**PROBLEM TO WORK ON:** Check every line of the data below for the word "linecap". Copy the ones that have it.

**PROVIDED RECORDS:**

+++

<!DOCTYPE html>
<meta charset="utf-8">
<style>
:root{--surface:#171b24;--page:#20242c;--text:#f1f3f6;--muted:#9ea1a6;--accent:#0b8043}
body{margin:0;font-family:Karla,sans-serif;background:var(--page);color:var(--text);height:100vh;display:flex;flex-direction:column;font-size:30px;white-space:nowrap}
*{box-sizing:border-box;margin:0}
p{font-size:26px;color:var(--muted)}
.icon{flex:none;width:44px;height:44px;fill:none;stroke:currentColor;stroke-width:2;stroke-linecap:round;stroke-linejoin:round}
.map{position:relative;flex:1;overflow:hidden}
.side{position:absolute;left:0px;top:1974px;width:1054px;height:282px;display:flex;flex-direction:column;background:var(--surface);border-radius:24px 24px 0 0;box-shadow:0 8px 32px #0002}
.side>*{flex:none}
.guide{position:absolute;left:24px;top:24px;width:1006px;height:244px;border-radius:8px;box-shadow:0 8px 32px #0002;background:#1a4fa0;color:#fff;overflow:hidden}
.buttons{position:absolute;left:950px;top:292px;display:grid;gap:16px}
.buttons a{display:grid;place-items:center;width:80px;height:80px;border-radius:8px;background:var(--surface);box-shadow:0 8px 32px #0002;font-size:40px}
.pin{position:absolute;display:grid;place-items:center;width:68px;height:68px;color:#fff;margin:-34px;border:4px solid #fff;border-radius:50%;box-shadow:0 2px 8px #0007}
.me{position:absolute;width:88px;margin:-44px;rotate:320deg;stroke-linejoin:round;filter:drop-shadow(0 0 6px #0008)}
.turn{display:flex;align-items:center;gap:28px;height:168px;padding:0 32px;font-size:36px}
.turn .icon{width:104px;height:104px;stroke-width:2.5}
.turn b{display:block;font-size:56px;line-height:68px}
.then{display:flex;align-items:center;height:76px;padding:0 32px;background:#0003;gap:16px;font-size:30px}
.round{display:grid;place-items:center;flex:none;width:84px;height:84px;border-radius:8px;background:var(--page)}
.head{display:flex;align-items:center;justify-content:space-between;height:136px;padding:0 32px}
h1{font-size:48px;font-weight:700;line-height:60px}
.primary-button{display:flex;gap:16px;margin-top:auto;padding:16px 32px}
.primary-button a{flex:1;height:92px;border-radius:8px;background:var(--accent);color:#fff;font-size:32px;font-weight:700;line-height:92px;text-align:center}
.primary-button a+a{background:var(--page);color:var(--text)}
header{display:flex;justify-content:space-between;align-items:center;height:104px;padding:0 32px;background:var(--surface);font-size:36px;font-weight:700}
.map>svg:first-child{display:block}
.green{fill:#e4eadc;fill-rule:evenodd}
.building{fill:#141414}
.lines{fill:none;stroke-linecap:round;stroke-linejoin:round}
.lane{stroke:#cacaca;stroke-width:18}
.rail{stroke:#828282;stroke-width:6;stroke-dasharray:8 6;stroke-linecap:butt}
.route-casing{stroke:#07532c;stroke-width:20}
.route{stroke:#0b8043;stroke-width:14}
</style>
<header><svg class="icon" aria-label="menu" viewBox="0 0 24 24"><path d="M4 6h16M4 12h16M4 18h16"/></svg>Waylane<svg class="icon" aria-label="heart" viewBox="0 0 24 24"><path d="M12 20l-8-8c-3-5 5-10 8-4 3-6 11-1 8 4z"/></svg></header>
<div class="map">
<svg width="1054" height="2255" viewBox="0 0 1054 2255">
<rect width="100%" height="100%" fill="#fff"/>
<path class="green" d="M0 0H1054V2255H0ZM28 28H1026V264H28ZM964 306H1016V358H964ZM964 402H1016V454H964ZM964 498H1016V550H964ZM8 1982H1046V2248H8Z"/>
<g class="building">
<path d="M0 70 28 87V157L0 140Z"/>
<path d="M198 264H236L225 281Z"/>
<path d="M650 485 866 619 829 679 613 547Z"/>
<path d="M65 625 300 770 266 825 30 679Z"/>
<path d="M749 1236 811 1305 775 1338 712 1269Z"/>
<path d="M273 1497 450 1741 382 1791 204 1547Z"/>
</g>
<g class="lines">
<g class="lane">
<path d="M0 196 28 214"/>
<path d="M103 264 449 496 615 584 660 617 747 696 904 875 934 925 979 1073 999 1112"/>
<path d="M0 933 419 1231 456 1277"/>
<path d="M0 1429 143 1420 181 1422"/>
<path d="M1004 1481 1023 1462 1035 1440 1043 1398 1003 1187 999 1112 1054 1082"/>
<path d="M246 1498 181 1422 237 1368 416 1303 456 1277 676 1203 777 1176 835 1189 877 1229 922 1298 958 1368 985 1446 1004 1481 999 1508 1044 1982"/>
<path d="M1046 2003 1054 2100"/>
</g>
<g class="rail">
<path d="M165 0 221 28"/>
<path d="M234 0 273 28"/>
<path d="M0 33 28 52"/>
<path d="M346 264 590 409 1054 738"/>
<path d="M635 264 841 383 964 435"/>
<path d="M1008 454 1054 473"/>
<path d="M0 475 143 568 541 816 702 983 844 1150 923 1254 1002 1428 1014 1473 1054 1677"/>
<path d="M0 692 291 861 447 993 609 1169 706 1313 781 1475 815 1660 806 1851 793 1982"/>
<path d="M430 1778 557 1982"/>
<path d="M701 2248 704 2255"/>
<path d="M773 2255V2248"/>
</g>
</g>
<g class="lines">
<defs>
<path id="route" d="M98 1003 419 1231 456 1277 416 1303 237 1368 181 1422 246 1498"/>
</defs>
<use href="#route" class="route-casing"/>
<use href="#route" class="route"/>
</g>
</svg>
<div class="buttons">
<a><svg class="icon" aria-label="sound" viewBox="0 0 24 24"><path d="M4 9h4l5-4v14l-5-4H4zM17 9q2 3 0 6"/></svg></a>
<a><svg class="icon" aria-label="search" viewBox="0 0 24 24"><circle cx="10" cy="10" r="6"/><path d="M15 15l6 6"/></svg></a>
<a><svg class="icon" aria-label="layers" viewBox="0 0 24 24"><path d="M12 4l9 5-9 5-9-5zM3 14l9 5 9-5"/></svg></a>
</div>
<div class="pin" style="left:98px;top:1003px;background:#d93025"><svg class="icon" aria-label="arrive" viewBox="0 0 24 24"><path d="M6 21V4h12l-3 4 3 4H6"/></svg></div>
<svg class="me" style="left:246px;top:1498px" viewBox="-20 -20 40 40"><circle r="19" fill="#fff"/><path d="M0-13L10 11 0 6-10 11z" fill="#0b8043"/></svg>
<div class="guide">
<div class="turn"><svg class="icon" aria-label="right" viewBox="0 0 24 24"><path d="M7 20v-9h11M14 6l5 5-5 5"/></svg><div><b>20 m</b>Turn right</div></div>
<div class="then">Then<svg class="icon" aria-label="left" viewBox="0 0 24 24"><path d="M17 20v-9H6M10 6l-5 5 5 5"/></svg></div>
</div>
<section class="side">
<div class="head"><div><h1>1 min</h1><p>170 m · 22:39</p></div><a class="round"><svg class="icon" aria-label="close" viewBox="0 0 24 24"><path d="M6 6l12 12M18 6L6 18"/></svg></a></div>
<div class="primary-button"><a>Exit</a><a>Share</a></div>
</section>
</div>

+++

**YOUR RESPONSE:**
.icon{flex:none;width:44px;height:44px;fill:none;stroke:currentColor;stroke-width:2;stroke-linecap:round;stroke-linejoin:round}
.lines{fill:none;stroke-linecap:round;stroke-linejoin:round}
.rail{stroke:#828282;stroke-width:6;stroke-dasharray:8 6;stroke-linecap:butt}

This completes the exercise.